Input:
--- START ---

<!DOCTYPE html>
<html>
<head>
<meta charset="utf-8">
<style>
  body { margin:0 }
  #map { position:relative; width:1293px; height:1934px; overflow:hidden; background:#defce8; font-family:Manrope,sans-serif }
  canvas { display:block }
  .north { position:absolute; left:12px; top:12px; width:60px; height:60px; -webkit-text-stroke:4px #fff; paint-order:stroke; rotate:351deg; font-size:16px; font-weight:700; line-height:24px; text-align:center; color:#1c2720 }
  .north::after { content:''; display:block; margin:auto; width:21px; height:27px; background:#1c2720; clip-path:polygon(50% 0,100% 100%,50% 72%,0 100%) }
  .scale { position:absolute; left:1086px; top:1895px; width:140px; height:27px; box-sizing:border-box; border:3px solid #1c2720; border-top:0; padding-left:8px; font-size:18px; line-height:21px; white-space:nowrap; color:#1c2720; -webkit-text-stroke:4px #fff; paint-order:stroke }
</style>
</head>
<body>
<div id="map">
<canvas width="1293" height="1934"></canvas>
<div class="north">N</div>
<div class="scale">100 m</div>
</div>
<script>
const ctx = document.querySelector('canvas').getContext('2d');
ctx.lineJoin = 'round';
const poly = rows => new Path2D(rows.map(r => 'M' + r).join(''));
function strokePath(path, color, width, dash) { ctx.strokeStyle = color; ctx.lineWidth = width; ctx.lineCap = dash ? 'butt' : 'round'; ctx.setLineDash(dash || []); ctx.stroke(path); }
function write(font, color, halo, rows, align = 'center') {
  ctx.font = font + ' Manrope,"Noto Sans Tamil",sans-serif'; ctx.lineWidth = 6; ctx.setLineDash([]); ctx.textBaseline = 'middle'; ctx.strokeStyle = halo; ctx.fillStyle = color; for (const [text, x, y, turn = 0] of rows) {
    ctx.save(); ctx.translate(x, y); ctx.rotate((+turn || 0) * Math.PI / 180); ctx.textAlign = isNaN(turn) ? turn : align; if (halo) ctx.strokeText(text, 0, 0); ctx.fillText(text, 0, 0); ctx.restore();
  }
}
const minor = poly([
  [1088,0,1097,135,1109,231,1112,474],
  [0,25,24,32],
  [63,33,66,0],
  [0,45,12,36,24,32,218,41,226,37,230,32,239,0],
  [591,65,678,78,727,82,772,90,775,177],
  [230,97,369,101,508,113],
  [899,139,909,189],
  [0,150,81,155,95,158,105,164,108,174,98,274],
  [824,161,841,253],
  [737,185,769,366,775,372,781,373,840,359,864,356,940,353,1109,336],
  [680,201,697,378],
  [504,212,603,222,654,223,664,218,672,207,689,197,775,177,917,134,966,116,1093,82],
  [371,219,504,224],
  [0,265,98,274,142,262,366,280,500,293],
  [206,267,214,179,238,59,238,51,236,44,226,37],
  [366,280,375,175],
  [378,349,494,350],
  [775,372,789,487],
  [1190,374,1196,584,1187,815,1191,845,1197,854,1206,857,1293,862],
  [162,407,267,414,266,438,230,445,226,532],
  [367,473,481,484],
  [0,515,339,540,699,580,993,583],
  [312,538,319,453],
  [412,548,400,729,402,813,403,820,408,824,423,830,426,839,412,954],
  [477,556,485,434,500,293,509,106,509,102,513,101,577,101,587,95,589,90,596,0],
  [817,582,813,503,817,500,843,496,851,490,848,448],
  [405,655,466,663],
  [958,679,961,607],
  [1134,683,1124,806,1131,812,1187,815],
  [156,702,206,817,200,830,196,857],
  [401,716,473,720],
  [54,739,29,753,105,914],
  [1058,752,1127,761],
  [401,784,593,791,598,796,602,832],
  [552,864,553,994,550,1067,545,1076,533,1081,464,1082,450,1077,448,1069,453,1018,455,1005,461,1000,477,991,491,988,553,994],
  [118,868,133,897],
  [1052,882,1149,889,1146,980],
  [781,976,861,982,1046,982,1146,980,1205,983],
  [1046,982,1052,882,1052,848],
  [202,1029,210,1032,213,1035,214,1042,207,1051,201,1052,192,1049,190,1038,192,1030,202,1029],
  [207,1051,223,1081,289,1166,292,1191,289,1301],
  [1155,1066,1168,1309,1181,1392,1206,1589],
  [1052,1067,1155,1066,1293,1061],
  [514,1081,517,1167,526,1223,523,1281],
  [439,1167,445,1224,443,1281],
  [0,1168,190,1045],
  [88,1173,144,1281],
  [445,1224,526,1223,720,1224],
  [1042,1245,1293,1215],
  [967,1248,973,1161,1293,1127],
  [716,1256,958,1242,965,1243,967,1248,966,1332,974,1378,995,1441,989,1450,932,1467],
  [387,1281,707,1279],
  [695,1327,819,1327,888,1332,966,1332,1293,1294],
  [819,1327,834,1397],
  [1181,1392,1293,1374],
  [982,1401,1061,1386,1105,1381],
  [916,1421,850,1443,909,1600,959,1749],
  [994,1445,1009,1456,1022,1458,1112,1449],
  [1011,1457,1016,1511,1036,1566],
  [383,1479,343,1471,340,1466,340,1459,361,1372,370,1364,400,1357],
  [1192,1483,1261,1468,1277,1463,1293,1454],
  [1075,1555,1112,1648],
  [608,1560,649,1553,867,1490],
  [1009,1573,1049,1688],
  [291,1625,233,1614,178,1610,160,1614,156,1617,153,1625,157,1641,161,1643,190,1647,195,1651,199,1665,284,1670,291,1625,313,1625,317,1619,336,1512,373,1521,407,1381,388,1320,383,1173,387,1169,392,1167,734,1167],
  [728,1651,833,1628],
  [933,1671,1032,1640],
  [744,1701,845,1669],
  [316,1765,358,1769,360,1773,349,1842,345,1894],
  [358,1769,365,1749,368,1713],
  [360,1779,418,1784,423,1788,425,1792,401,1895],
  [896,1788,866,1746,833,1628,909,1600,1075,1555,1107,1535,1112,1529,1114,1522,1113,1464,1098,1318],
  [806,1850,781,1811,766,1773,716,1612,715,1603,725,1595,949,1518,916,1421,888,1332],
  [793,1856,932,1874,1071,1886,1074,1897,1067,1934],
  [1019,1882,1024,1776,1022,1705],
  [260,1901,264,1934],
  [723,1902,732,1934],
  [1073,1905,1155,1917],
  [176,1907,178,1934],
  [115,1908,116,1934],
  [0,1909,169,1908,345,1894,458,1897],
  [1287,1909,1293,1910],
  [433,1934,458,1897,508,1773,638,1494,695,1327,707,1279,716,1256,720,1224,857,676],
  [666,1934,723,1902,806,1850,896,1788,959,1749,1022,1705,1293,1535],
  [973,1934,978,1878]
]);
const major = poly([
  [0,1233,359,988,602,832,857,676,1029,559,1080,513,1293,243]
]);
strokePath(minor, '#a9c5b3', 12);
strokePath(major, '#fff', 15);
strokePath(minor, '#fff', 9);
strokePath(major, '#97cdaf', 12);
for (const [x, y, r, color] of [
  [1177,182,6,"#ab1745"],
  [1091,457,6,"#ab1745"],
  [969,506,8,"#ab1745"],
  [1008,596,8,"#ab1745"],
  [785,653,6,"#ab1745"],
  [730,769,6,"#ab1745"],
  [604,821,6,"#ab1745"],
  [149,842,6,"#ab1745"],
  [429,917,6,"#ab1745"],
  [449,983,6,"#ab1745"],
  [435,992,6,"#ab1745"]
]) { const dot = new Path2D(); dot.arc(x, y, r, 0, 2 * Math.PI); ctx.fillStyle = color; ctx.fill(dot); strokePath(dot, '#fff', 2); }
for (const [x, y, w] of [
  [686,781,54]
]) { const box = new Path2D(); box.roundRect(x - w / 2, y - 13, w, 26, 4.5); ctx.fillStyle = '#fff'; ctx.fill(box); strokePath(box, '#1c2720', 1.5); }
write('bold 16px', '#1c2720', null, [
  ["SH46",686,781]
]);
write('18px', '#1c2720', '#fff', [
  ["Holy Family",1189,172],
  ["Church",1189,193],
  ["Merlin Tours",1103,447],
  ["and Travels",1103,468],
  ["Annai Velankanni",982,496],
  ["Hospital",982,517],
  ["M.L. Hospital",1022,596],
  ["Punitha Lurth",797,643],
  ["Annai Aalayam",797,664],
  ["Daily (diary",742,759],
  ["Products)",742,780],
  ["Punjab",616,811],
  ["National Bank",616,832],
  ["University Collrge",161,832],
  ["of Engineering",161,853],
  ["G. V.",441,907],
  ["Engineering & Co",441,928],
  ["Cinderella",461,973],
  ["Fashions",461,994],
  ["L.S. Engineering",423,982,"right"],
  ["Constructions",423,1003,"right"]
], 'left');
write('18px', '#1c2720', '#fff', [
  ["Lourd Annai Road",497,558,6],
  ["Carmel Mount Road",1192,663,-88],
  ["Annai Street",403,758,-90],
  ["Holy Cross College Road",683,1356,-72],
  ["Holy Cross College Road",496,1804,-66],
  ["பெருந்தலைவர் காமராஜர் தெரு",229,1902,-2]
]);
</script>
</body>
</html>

--- END ---

Work to complete: Read through the listing and copy each line in which the word "center" occurs.

Your response:
  .north { position:absolute; left:12px; top:12px; width:60px; height:60px; -webkit-text-stroke:4px #fff; paint-order:stroke; rotate:351deg; font-size:16px; font-weight:700; line-height:24px; text-align:center; color:#1c2720 }
function write(font, color, halo, rows, align = 'center') {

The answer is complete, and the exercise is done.